Excerpts from a dataset >>
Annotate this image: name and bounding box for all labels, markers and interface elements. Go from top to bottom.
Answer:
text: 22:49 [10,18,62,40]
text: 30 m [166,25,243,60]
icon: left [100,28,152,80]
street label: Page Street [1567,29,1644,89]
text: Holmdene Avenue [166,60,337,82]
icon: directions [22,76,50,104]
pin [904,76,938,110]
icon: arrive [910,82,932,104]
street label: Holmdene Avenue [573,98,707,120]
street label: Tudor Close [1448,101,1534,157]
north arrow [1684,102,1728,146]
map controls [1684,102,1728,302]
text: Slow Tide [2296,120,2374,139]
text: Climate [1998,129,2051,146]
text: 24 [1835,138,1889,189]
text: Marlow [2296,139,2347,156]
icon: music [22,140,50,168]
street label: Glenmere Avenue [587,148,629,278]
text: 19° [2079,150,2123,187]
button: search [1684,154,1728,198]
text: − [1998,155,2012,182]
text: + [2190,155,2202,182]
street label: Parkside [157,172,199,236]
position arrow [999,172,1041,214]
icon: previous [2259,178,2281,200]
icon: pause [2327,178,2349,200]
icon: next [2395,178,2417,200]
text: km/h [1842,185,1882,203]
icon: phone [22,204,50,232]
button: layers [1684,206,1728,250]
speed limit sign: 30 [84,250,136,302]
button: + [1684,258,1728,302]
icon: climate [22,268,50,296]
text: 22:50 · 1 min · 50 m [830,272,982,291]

What is required >> Whenever the word "icon" occurs in a line above, copy that line.

Your response >>
icon: left [100,28,152,80]
icon: directions [22,76,50,104]
icon: arrive [910,82,932,104]
icon: music [22,140,50,168]
icon: previous [2259,178,2281,200]
icon: pause [2327,178,2349,200]
icon: next [2395,178,2417,200]
icon: phone [22,204,50,232]
icon: climate [22,268,50,296]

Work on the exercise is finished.